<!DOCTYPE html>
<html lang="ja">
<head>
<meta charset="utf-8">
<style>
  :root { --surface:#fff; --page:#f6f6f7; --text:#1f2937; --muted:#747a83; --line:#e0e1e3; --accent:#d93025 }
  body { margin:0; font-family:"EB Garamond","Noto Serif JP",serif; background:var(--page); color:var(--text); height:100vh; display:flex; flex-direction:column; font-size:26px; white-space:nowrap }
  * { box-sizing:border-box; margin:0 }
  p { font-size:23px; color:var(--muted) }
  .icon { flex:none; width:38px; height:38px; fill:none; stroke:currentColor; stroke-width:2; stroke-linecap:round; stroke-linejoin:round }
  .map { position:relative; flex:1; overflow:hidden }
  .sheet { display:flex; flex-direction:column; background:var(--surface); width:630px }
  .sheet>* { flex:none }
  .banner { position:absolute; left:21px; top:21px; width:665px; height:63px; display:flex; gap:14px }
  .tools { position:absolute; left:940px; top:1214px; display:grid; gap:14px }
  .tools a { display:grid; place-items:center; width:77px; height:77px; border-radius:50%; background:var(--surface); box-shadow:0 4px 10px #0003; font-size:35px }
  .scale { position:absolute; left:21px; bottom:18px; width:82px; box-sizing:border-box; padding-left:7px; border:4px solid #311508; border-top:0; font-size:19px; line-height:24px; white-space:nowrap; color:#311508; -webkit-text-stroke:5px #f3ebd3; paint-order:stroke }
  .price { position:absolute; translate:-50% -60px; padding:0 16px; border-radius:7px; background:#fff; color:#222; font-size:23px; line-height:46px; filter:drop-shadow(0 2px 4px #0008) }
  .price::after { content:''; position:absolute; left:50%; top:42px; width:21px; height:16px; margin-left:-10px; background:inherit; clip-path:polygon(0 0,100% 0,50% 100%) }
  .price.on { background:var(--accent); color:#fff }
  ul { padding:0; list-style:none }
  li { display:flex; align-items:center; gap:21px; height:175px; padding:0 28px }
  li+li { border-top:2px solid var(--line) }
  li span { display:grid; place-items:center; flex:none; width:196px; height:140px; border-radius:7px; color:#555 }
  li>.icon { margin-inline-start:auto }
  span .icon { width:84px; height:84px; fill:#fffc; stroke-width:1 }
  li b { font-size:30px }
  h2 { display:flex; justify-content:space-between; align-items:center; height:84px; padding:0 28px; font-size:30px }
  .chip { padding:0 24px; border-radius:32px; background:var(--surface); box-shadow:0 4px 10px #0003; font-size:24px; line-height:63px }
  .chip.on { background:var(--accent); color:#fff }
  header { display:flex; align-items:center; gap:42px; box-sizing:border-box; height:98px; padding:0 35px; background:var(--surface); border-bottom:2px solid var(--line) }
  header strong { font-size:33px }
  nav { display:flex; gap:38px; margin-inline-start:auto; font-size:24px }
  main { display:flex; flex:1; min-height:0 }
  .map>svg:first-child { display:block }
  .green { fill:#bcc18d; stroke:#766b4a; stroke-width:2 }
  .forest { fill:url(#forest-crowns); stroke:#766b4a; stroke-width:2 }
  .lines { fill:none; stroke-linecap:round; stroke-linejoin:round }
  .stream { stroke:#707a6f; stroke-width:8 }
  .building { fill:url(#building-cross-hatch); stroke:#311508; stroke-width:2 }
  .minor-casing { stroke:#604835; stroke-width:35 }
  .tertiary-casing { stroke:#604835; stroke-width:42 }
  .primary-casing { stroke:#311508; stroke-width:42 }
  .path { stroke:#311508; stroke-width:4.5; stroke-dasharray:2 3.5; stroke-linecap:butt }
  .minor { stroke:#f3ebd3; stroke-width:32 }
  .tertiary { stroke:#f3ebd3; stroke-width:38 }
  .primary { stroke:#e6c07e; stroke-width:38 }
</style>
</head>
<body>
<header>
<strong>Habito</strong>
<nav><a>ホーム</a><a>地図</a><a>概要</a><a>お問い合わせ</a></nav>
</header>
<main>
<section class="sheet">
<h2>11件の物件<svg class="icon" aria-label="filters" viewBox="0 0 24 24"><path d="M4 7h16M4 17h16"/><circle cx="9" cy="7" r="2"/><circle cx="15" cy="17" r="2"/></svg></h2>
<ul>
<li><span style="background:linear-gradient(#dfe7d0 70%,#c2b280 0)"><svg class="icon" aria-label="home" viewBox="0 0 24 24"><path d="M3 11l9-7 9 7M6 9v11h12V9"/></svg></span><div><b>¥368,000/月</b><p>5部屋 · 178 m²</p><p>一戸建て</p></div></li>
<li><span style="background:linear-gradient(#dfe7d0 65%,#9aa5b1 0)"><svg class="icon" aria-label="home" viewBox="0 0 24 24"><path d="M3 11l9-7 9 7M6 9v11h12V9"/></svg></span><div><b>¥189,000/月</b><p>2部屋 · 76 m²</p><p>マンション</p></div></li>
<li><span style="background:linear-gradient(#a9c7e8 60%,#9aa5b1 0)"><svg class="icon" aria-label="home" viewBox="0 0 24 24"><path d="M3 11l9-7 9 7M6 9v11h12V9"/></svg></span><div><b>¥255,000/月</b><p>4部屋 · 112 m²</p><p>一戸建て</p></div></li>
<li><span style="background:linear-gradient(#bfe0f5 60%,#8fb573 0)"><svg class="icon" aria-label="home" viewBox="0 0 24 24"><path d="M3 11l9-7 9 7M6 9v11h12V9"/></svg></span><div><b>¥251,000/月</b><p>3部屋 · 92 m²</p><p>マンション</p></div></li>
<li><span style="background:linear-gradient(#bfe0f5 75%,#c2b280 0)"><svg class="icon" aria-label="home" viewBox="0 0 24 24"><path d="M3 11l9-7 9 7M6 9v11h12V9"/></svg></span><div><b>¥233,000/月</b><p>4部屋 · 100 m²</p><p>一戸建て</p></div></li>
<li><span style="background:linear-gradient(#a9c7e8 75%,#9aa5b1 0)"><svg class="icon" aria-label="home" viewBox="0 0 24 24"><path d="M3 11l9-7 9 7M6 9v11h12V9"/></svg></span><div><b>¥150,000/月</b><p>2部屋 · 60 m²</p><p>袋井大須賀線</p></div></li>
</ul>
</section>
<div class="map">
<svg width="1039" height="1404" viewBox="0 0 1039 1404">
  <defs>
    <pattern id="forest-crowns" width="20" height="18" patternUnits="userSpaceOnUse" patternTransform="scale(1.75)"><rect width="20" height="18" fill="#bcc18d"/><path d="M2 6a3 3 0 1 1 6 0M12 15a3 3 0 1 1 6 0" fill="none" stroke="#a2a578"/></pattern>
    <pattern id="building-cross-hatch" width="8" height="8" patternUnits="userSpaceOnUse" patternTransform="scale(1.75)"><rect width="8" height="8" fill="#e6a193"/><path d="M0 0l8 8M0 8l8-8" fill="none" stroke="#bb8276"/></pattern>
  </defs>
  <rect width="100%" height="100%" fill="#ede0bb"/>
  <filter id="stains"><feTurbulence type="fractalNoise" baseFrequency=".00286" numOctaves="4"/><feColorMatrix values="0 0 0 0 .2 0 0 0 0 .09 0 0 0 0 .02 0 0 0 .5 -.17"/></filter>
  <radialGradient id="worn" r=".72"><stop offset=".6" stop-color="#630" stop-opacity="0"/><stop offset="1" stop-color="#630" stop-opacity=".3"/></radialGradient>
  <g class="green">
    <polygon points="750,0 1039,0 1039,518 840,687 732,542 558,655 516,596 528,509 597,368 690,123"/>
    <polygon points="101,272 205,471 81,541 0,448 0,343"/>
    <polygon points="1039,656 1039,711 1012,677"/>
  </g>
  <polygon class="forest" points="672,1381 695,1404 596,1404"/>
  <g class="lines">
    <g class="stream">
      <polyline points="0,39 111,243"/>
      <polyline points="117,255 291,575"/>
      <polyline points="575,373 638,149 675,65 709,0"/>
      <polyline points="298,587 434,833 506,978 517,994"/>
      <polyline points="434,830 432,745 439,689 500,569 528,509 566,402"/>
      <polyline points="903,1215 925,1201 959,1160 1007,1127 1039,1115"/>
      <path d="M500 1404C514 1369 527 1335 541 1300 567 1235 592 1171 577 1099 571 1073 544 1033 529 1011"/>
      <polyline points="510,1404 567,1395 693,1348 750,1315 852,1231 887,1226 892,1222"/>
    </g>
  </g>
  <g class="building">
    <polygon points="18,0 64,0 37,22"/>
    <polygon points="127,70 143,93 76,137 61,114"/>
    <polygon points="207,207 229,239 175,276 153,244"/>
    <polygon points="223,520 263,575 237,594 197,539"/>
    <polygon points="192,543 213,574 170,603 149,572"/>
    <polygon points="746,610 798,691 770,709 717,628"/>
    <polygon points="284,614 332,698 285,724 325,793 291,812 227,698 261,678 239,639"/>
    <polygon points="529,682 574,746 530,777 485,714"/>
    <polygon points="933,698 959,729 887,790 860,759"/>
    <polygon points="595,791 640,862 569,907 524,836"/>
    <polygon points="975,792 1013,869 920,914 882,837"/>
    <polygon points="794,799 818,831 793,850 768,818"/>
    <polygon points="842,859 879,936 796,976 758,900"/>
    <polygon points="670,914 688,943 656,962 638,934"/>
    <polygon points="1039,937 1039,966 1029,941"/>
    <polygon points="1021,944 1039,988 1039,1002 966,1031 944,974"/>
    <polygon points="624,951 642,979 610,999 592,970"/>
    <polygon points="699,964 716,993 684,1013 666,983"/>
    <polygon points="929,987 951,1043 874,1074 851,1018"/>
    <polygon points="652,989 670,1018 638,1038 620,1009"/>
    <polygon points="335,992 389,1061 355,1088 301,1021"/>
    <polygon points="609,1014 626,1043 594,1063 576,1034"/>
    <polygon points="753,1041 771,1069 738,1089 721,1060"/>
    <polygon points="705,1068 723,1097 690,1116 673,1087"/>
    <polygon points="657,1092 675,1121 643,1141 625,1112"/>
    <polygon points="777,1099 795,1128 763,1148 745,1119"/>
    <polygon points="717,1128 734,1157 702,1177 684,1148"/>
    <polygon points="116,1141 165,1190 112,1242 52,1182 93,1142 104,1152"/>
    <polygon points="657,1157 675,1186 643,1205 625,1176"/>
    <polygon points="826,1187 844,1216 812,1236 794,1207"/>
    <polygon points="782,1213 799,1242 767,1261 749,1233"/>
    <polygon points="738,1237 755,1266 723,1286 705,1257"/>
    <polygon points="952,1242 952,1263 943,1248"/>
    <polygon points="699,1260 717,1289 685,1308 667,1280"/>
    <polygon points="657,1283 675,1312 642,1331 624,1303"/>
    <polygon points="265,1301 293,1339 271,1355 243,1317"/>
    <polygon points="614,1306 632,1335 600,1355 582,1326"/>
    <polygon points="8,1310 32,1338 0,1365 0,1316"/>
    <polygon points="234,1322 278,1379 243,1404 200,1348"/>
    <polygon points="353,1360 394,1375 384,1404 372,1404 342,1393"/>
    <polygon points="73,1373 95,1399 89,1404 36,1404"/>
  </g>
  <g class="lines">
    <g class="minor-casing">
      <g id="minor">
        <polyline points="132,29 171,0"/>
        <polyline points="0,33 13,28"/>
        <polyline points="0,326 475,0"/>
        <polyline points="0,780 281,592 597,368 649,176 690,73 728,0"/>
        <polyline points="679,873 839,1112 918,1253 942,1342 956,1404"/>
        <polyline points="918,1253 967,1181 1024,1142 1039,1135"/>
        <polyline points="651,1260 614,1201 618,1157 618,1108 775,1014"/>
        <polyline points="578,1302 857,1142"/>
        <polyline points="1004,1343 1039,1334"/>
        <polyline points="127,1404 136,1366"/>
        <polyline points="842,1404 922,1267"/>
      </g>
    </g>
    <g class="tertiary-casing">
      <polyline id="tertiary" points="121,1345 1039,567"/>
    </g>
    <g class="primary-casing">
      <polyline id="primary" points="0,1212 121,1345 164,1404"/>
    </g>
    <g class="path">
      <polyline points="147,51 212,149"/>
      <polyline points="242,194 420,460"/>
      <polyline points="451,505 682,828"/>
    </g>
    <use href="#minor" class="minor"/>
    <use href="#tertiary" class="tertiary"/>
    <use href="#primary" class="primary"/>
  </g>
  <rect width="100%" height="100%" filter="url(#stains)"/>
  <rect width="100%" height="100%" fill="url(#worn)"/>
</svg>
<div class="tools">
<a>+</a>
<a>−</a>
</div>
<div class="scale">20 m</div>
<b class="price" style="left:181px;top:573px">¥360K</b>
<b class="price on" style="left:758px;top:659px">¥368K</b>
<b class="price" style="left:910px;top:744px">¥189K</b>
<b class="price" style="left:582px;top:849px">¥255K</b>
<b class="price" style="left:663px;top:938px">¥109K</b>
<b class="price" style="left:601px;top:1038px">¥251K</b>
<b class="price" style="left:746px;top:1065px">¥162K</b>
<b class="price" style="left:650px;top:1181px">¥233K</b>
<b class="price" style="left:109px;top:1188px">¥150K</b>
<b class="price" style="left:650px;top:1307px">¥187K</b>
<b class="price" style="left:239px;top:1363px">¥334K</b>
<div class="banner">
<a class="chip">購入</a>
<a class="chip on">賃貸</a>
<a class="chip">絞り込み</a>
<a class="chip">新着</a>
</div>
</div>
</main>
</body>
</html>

########

(PROBLEM DETAILS) Print the first line of the records above and each line after it, exactly, through the line with "position:absolute; left:940px; top:1214px;".

(SOLUTION BELOW)
<!DOCTYPE html>
<html lang="ja">
<head>
<meta charset="utf-8">
<style>
  :root { --surface:#fff; --page:#f6f6f7; --text:#1f2937; --muted:#747a83; --line:#e0e1e3; --accent:#d93025 }
  body { margin:0; font-family:"EB Garamond","Noto Serif JP",serif; background:var(--page); color:var(--text); height:100vh; display:flex; flex-direction:column; font-size:26px; white-space:nowrap }
  * { box-sizing:border-box; margin:0 }
  p { font-size:23px; color:var(--muted) }
  .icon { flex:none; width:38px; height:38px; fill:none; stroke:currentColor; stroke-width:2; stroke-linecap:round; stroke-linejoin:round }
  .map { position:relative; flex:1; overflow:hidden }
  .sheet { display:flex; flex-direction:column; background:var(--surface); width:630px }
  .sheet>* { flex:none }
  .banner { position:absolute; left:21px; top:21px; width:665px; height:63px; display:flex; gap:14px }
  .tools { position:absolute; left:940px; top:1214px; display:grid; gap:14px }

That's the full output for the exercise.